You can download Maatkit from Google Code at <http://code.google.com/p/maatkit/>, or you can get any of the tools easily with a command like the following:
    wget http://www.maatkit.org/get/toolname
    or
    wget http://www.maatkit.org/trunk/toolname
 
 

Where "toolname" can be replaced with the name (or fragment of a name) of any of the Maatkit tools. Once downloaded, they're ready to run; no installation is needed. The first URL gets the latest released version of the tool, and the second gets the latest trunk code from Subversion.

SYSTEM REQUIREMENTS

You need Perl and some core packages that ought to be installed in any reasonably new version of Perl.

ENVIRONMENT

The environment variable "MKDEBUG" enables verbose debugging output in all of the Maatkit tools:
    MKDEBUG=1 mk-....
 
 

BUGS

Please use Google Code Issues and Groups to report bugs or request support: <http://code.google.com/p/maatkit/>.

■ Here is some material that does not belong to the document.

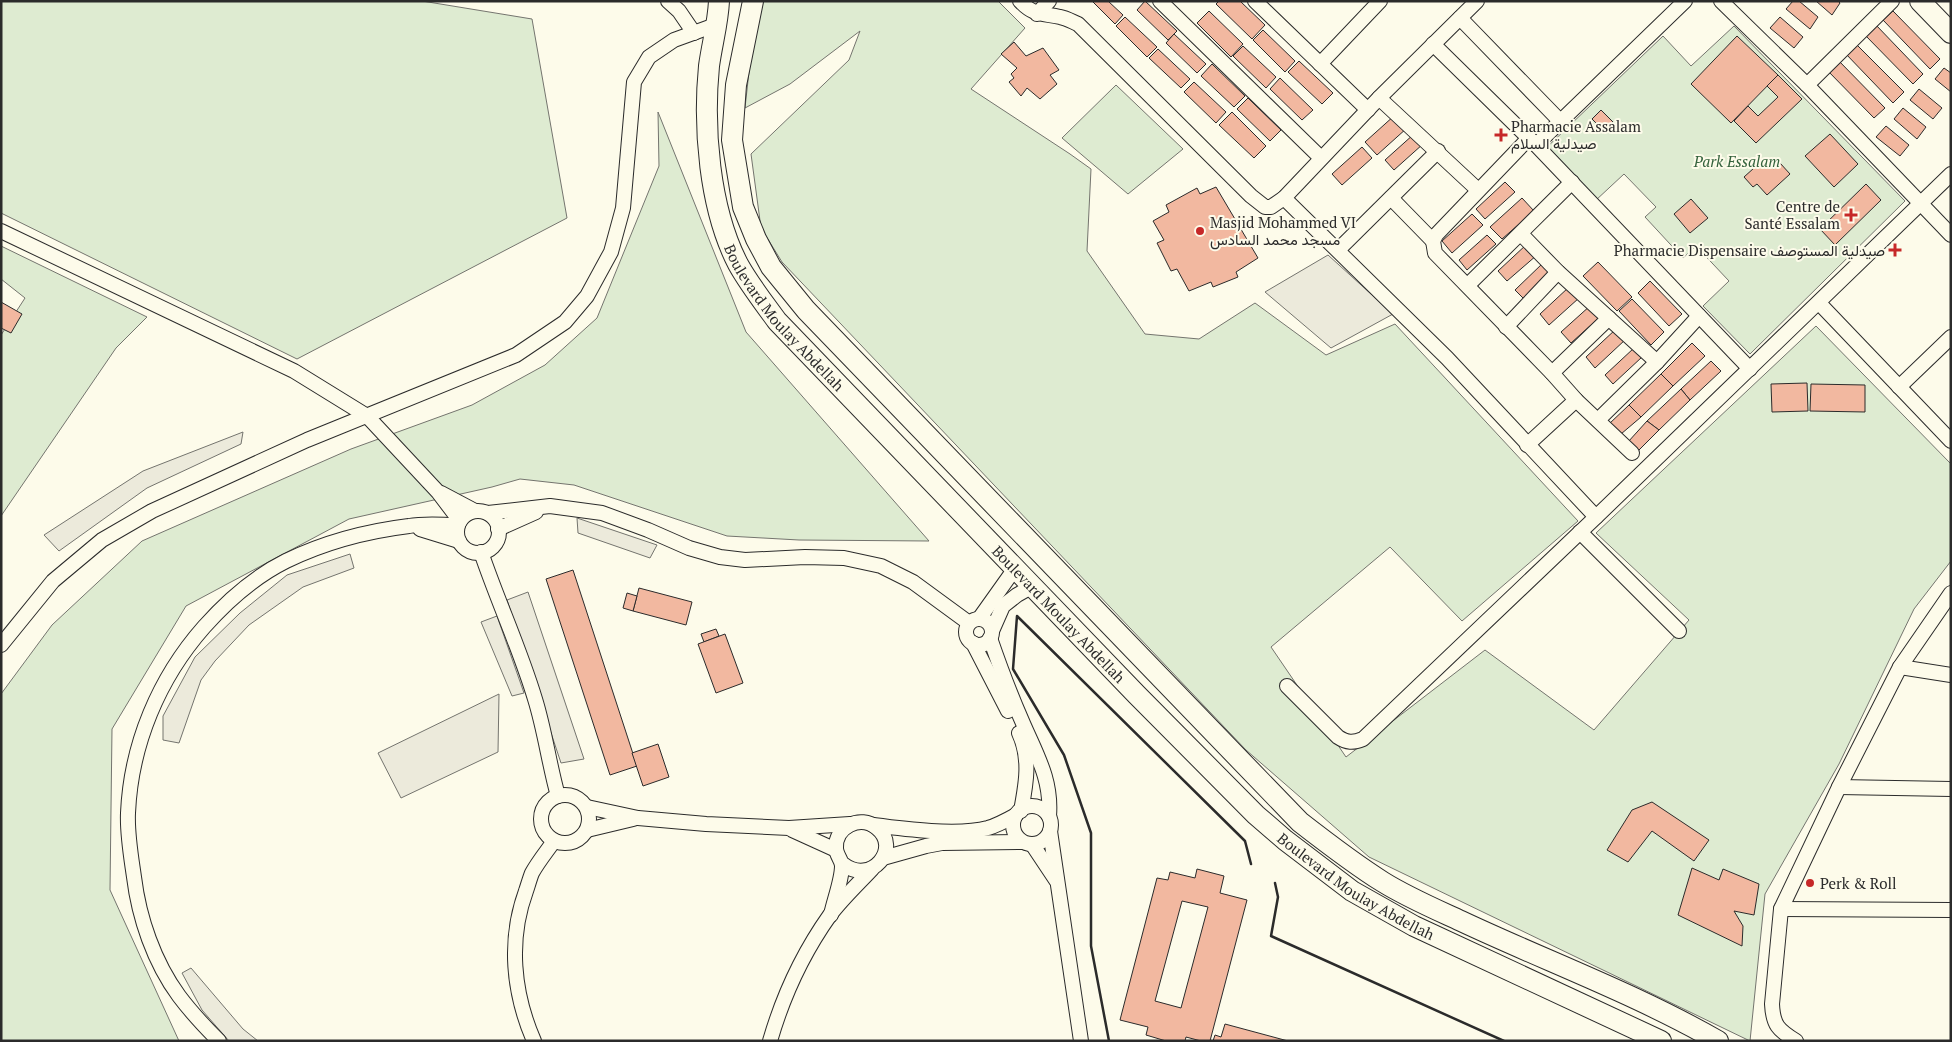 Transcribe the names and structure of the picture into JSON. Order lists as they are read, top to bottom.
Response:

Please include the complete command-line used to reproduce the problem you are seeing, the version of all MySQL servers involved, the complete output of the tool when run with ``--version'', and if possible, debugging output produced by running with the "MKDEBUG=1" environment variable.

COPYRIGHT, LICENSE AND WARRANTY

This program is copyright 2007-2008 Baron Schwartz. Feedback and improvements are welcome.

THIS PROGRAM IS PROVIDED ``AS IS'' AND WITHOUT ANY EXPRESS OR IMPLIED WARRANTIES, INCLUDING, WITHOUT LIMITATION, THE IMPLIED WARRANTIES OF MERCHANTIBILITY AND FITNESS FOR A PARTICULAR PURPOSE.

This program is free software; you can redistribute it and/or modify it under the terms of the GNU General Public License as published by the Free Software Foundation, version 2; OR the Perl Artistic License. On UNIX and similar systems, you can issue `man perlgpl' or `man perlartistic' to read these licenses.

You should have received a copy of the GNU General Public License along with this program; if not, write to the Free Software Foundation, Inc., 59 Temple Place, Suite 330, Boston, MA 02111-1307 USA.

AUTHOR

Baron Schwartz, Daniel Nichter

VERSION

This manual page documents Ver 0.9.1 Distrib 2725 $Revision: 2720 $.